Dikatakan, pihak PJB selama ini juga telah menolak anggapan perlunya pembangkit listrik khusus di Madura. “Pembangkit listrik sudak tidak lagi diperlukan dengan adanya pengaliran listrik melalui jembatan Suramadu,” katanya. Dulu memang ada rencana menggunakan PLTG Gili Timur sebagai pemasok utama listrik di Madura, namun ternyata perhitungan pembangunan pipa gas dari Gresik ke Gili Timur menjadikan beban investasi terlalu mahal dan tidak feasible. PLN akhirnya memutuskan untuk merealokasi PLTG Gili Timur ke Riau dan membangun jaringan listrik tingkat tinggi ke Madura yang jauh lebih efisien.

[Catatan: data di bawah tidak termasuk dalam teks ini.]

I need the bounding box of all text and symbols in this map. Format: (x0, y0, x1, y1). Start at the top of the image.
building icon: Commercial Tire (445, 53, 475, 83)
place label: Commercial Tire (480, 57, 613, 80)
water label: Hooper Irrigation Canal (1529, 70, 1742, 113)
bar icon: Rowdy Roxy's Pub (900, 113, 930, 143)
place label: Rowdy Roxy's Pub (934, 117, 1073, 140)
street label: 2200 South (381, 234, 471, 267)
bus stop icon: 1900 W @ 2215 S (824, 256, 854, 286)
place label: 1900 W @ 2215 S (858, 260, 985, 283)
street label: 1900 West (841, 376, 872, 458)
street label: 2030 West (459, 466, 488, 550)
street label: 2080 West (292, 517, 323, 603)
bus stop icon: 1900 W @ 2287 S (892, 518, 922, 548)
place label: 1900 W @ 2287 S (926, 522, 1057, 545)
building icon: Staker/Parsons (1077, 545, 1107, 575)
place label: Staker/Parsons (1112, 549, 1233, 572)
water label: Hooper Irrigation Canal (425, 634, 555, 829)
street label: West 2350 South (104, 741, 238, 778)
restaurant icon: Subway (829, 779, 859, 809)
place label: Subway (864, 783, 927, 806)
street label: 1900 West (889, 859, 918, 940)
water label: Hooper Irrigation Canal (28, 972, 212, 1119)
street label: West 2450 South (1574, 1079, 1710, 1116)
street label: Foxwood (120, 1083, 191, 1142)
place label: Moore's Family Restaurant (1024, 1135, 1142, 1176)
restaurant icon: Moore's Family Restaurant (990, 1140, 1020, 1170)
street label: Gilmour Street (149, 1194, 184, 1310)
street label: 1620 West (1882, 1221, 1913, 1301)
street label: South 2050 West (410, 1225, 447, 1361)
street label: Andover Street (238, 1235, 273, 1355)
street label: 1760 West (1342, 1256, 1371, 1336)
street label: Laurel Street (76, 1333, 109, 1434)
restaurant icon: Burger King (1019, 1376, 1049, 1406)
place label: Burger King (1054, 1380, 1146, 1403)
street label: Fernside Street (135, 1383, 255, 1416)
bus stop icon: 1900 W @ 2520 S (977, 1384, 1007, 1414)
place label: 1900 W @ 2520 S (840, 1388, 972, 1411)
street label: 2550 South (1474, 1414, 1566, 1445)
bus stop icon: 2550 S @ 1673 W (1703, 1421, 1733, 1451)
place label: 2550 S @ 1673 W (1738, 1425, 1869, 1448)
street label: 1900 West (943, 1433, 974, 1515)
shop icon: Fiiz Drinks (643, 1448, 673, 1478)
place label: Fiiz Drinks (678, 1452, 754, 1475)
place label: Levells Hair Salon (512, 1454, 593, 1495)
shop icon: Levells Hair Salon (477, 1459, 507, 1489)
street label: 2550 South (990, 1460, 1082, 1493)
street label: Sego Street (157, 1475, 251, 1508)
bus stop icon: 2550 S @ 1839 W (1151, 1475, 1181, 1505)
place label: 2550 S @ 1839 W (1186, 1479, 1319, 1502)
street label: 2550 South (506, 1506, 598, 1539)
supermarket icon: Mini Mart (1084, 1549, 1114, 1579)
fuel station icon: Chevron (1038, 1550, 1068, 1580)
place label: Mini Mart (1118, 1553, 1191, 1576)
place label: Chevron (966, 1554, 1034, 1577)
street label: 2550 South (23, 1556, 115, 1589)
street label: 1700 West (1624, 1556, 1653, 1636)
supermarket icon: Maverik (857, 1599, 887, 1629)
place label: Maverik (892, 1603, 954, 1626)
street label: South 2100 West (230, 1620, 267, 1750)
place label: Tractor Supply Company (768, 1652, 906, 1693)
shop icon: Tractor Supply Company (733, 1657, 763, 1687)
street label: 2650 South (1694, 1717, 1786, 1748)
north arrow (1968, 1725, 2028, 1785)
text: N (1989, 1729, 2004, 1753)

Apabila dilihat lebih lanjut, ada hal lain yang menyebabkan Madura tampak sepertinya kekurangan listrik. Gubenur Jawa Timur Sukarwo pernah mengatakan, separuh lebih rumah tangga di Pulau Madura belum bisa menikmati listrik karena dipicu area topografi setempat yang banyak pegunungan, sehingga menyebabkan layanan listrik PLN tidak terjangkau.
Dijelaskan, untuk pulau Madura hanya 48 persen rumah tangga yang bisa menikmat layanan listrik PLN, sementara sisanya belum bisa menikmati layanan listrik. Untuk Jawa Timur, lanjutnya, rata-rata rumah tangga yang berada di kawasan selatan, seperti Pacitan dan Trenggalek, belum mendapatkan aliran listrik. Dengan kondisi topografi masing-masing kawasan, biaya infrastruktur kelistrikan membengkak dan masyarakat tidak bisa menjangkau. “Rata-rata warga bertempat tinggal yang terpencar-pencar, sehingga rasio bisnis mereka tidak ketemu alias rugi, termasuk juga dengan pemasangan tiang pancang yang memakan biaya besar. Kondisi itu tidak bisa dilakukan dengan cara business to business,” ujarnya.
Satu-satunya jalan, ujarnya, pemerintah membantu akses penyediaan listrik dengan subsidi. Dia menjelaskan, dana yang dibutuhkan untuk membangun jaringan listrik untuk daerah yang belum terlayanan oleh PLN mencapai Rp 125 milyar, sementara kekuatan PLN hanya Rp 80 milyar. Kenyataan itu juga menghempaskan tudingan kepada Pertamina bahwa mereka berkolusi dengan perusahaan swasta yang sedianya akan menyalurkan gas ke PLTG Gili Timur. Artinya, tudingan bahwa telah terjadi korupsi gas, tidak berdasar. Sebab, PLN justru melakukan penghematan dengan menggunakan jembatan Suramadu sebagai infrastruktur mengalirkan listrik ke pulau tersebut.